Enfermeira a fazer perguntas! Eu, contrações dolorosas e seguidas! Queria "observar-me" porque podia não estar em trabalho de parto. Recusei, dizendo que sabia que estava, que era o meu quarto filho. Não há internamento sem ser "observada", respondeu! O olhar do Zé para mim, cúmplice! Respondeu-lhe que nesse caso íamos sair dali e esperar que o Matias nascesse! Enfermeira pergunta se eu aceitava fazer CTG! Aceitei! Entrei! O pai teve que ficar cá fora porque só poderia entrar depois de eu ser internada! Nunca fui internada! O pai nunca entrou!
CTG! Pedi para ficar de pé! Olhares aborrecidos e suspiros! Contrações seguidas, sem intervalos. Saí do CTG! Enfermeira e médico a fazer perguntas! Enfermeira a impingir epidural! Recusei! Eu em pé a respirar de olhos fechados! Enfermeira a chamar-me irresponsável por não aceitar o "toque"! Médico sentado a contar semanas num calendário! Palavras nos meus ouvidos para me sentar! Eu só queria estar em pé! Era impossível sentar-me com tantas dores! Respirava de olhos fechados! Enfermeira encostada à parede a brincar com o telemóvel! Médico a fazer perguntas! Sentei-me! Quantas semanas? Fez todas as análises? Quem era o seu médico? Data da última mesnstruação? Porque não fez a primeira ecografia? Porque não fez amniocentese? Levantei-me! Bolsa rebentou aos pés do médico que nem se mexeu, só olhou com ar enojado! Enfermeira fugiu da sala e resmungou! Senti a cabeça do Matias sair! Gritei-lhes que ele ía nascer! Riram-se de mim! Médico a dizer para me deitar para me "observar"! Recusei! Disse-lhe que queria parir de cócoras! Gritos! Que não podia ser! Médico agarrou-me no braço a dizer que era ele quem mandava ali e que tinha que me deitar de barriga para cima e pernas abertas! Recusei! Médico abandonou a sala e nunca mais o vi até hoje! Gritei que o Matias estava com a cabeça de fora! Risos! Alguém me despiu as calças e as cuecas e gritou que se via a cabeça do bebé! Gritos! Corridas pelos corredores! Gritos! Eu, perdida, no meio dos gritos! Subi para a cama! De lado! Continuavam todos a gritar, menos eu! Eu respirava e sentia o ardor da pele e do músculo que rasgaram! Respirava! Pedi ajuda! Gritaram para me deitar e eu gritei que não! Gritaram que enquanto não me deitasse não me faziam o parto! E não fizeram! Coloquei-me de joelhos em cima da cama e o Matias saiu! Parteira a gritar que não o conseguia agarrar naquela posição! Eu gritei-lhe que conseguia! Ela rodou-o e ele nasceu! Apanhei-o de cima da cama! Abracei-o! Eram 2h29m do dia 25 de julho. Só depois o pai entrou!
Chorei durante dois dias depois do parto sempre que me lembrava de como tinha sido, de como me senti perdida e sem apoio de ninguém.

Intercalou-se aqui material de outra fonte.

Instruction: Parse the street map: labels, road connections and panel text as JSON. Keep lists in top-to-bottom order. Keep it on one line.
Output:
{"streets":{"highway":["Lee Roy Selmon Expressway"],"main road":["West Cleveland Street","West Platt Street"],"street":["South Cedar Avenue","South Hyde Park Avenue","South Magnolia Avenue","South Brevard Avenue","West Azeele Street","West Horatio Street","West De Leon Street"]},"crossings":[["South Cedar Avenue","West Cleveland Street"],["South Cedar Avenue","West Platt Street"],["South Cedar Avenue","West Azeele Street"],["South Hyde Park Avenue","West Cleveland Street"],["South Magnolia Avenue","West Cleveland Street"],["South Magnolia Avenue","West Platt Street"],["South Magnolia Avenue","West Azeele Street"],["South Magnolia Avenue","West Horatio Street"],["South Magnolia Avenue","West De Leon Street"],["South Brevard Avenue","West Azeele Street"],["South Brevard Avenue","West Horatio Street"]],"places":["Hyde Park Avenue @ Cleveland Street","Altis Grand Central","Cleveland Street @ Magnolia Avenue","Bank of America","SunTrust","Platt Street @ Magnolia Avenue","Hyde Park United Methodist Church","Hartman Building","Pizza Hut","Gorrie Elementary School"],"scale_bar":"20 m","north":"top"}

Depois, com o passar dos dias percebi como foi catártico! Foi o que tinha que ser! Foi exatamente como eu queria que fosse, sem interferências de ninguém. Sem soros, sem ocitocina, sem epidural, sem nada, natural! Foi libertador! Só senti falta de uma mão amiga, de um abraço que me ajudasse a suportar as dores, de uma palavra a dizer que estava tudo bem, do homem que amo e que é pai dos meus filhos a dar-me a mão. Só! Esse "só" é tudo o que nós mulheres precisamos para ter um parto humanizado. Quando tudo está bem, quando não há complicações, não precisamos de mais nada! Eu não tive isso porque quis um caminho diferente daquele que a equipa médica tinha à minha espera. O meu parto foi uma luta que espero que abra caminho para partos mais humanizados. Não o fiz por essa razão. Fi-lo porque sou teimosa e meti na cabeça que era assim que queria parir. Mas agora, dois meses passsados, espero que as nossa luta por um parto mais humanizado abra o caminho para a próxima geração das nossas filhas e noras! Para que elas possam parir em paz! E para que os homens possam fazer parte desse processo como se nunca tivesse sido de outra forma!
Parabéns Matias! Espero que venhas a ser um desses homens!